In Slovakia, Three Are Held In A Uranium Smuggling Case

Team Infidel

Forum Spin Doctor
New York Times
November 30, 2007
Pg. 10
By Dan Bilefsky and William J. Broad
BRUSSELS, Nov. 29 — Two Hungarians and a Ukrainian were arrested Wednesday after trying to sell highly enriched uranium, Slovak diplomats and police authorities said Thursday. The quantity, however, was far too small to make a crude warhead.
Zuzana Dutkova, a spokeswoman for the Permanent Representation of the Slovak Republic to the European Union in Brussels, said the three suspects, who were arrested in Slovakia and Hungary, were in possession of just under half a kilogram of uranium in powder form.
Ms. Dutkova, who said she had been briefed on the case by officials from the Ministry of Internal Affairs in Bratislava, said: “We are almost 90 percent sure that the material originated in one of the former Soviet republics. It was possible to use this material for terrorist attacks or to build a dirty bomb.”
Western experts, however, cautioned that uranium, even when highly enriched, had too little radioactivity to make a dirty bomb — a weapon that combines highly radioactive material with conventional explosives to disperse over a large area deadly dust that people would inhale.
By contrast, highly enriched uranium can fuel nuclear arms. However, the experts said the amount of material confiscated — about a pound — was far shy of the 60 to 110 pounds a terrorist would need for a crude atomic weapon. They also cast doubt on the level of enrichment the Slovak authorities attributed to the uranium.

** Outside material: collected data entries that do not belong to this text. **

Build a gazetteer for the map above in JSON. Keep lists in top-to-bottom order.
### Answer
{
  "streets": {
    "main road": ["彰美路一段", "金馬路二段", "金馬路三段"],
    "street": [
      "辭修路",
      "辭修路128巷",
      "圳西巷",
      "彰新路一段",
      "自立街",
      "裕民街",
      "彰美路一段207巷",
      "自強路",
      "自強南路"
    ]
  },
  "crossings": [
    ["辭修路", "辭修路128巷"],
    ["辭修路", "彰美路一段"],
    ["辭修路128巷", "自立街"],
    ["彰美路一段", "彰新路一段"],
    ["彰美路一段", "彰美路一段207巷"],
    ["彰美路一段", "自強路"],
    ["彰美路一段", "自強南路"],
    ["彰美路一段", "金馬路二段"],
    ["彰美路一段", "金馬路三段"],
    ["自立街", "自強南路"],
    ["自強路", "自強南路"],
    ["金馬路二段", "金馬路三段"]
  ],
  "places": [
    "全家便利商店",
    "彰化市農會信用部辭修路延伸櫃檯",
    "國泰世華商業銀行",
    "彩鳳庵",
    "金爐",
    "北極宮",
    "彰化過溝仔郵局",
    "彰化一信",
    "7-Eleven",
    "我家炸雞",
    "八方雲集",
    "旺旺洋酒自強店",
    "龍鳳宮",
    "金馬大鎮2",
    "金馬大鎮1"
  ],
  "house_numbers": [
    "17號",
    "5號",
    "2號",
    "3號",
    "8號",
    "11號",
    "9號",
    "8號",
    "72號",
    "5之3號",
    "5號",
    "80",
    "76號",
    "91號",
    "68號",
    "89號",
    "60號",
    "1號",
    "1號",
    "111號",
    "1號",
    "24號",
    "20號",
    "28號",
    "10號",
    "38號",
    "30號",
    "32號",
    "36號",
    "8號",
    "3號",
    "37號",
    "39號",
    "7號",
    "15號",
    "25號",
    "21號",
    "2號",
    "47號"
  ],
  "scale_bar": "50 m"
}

Dirty bombs are considered more a psychological armament than a weapon of mass destruction because their radioactive material is potentially much less lethal than a bomb using conventional explosives, experts say. Consequently, dirty bombs are sometimes called “weapons of mass disruption” whose destructive power rests in the panic they provoke.
Ms. Dutkova said officials from the Ministry of Internal Affairs were still trying to determine who was trying to buy the uranium, which the three suspects were believed to have been planning to sell for $1 million. She said two of the suspects were arrested in Slovakia, along the Hungarian border, while the other was arrested in Hungary.
She said that a total of 481.4 grams of uranium had been hidden in containers, and that investigators had determined it was enriched to 98.6 percent uranium 235. Uranium is considered highly enriched if it contains 20 percent or more uranium 235, which can split in bursts of atomic energy.
Thomas B. Cochran, director of the nuclear program at the Natural Resources Defense Council, a private group in Washington that monitors atomic arsenals, said he doubted that the 98.6 percent enrichment figure given by the Slovaks was correct.
It was far more likely that “98.6 percent is the confidence in the radiation detector measurement, not the enrichment,” Mr. Cochran said.
When Slovakia joined the European Union in May 2004, its eastern border with Ukraine became the union’s easternmost frontier. Some European Union officials have been concerned about security at that border, fearful that it could become a hotbed for terrorists and organized criminal gangs seeking to smuggle explosives or banned material into the union. Ms. Dutkova said Slovakia had been making efforts to tighten security at the Ukraine border.
The International Atomic Energy Agency has tracked hundreds of cases of radioactive materials that were stolen, missing, smuggled or in the possession of unauthorized people. But in the past 15 years, only about 18 cases have come to light that involved illicit trade in plutonium or highly enriched uranium, the two fuels of atom bombs.
Dan Bilefsky reported from Brussels, and William J. Broad from New York.